WORLD / Middle East |
Iran airs second British's apology(Agencies)Updated: 2007-03-31 09:15 Iran aired television footage on Friday of another British sailor "confessing" to trespassing in its waters, escalating a dispute over Tehran's seizure of 15 navy personnel, as the EU deplored Tehran's action. EU foreign ministers at a meeting in Germany deplored the seizure of the Britons as a breach of international law and threatened to take measures if they were not released soon.
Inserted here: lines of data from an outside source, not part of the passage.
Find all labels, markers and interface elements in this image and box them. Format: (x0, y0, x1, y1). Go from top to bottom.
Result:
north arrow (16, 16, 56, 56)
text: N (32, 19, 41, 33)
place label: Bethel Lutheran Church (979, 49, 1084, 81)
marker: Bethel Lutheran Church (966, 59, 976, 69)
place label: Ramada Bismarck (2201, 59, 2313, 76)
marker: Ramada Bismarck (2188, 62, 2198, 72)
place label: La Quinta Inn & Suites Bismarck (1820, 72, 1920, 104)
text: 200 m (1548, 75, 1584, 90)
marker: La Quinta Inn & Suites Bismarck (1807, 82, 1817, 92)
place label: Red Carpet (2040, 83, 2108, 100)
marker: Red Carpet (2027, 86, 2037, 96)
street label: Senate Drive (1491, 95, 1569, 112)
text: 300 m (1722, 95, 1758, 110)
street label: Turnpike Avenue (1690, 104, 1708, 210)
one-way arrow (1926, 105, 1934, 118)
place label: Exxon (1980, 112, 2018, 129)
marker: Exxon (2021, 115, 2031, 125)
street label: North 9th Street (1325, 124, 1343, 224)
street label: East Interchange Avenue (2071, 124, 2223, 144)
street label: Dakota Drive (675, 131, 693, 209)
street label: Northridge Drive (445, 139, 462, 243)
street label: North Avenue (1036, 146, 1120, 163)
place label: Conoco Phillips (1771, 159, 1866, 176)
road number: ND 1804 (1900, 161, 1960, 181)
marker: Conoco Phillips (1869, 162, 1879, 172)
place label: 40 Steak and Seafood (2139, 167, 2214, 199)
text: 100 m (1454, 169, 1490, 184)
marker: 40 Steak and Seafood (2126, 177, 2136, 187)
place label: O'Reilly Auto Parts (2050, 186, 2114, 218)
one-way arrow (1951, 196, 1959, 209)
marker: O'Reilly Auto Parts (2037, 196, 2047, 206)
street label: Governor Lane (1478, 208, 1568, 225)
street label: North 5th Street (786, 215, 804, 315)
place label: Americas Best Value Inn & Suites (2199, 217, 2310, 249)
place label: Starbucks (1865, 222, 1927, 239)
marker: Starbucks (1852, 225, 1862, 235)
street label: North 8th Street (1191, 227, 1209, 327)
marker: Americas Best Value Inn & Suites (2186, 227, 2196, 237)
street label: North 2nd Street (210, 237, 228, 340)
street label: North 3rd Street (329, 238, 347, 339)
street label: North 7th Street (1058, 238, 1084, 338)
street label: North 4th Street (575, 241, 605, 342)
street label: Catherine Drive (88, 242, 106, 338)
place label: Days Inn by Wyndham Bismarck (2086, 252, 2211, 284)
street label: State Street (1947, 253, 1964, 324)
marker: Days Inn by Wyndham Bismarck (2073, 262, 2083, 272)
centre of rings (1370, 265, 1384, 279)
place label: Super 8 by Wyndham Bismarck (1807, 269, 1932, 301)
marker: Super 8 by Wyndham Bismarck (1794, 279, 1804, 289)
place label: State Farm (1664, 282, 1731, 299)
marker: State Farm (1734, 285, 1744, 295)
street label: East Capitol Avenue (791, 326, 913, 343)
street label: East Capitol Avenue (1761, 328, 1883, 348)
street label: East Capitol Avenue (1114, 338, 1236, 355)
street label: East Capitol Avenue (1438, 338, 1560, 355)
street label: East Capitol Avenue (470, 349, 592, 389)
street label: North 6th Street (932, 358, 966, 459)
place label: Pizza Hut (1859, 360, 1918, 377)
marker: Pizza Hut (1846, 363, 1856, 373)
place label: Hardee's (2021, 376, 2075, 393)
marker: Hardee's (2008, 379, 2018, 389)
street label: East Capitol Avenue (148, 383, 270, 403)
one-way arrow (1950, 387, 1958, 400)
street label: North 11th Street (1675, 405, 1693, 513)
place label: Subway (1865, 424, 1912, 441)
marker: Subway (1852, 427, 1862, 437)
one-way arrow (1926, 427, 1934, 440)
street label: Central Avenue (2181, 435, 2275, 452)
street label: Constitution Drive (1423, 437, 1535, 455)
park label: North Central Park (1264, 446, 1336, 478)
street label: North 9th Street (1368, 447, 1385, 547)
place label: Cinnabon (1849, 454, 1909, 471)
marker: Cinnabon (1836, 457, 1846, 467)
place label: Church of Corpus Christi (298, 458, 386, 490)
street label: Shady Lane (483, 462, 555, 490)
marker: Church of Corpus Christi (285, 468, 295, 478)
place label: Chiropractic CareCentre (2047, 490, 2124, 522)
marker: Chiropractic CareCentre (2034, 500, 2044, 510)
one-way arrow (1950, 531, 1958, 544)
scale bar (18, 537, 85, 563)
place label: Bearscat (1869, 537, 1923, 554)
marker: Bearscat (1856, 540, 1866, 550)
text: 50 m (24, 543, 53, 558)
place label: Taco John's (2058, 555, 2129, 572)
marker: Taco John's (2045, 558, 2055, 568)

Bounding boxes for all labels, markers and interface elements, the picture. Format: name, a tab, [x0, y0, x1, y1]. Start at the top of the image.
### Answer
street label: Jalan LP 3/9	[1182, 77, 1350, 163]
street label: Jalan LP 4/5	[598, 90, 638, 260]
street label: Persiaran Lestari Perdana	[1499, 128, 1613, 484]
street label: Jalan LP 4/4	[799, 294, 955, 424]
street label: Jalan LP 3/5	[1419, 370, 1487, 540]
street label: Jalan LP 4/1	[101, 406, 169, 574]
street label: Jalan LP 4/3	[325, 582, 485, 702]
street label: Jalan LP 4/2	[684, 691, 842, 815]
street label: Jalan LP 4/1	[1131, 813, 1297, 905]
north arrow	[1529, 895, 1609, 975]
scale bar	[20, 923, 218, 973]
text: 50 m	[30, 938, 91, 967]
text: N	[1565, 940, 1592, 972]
Prime Minister Tony Blair voiced his "disgust" at the latest broadcast of the captive Britons and Foreign Secretary Margaret Beckett said she saw no sign that Iran was seeking to solve the crisis. "We've got to pursue this with the necessary firmness and determination but also patience," Blair said. Tehran has so far refused to bow to mounting world pressure to release the 14 men and one woman seized in the northern Gulf a week ago and now being held in a secret location. Britain insists they were on a routine anti-smuggling patrol in Iraqi waters under a UN mandate but Iran says they were in its territorial waters. "I would like to apologise for entering your waters without any permission," the Royal Navy serviceman, identified as Nathan Thomas Sommers, said in an interview broadcast on Iran's Arabic-language Al-Alam television. The interview was interspersed with images of the sailor sitting with two of his comrades, including the only woman, Faye Turney, smiling, and with bowls of fruit and flowers in front of them. Turney's latest letter, released by Iranian authorities in London, calls for British troops to withdraw from Iraq. Paul Beaver, a leading defence expert, said Turney's pullout call suggested
the letters were written under duress. "She knows that as a serving member of
the armed forces she has no public opinion on that," he explained.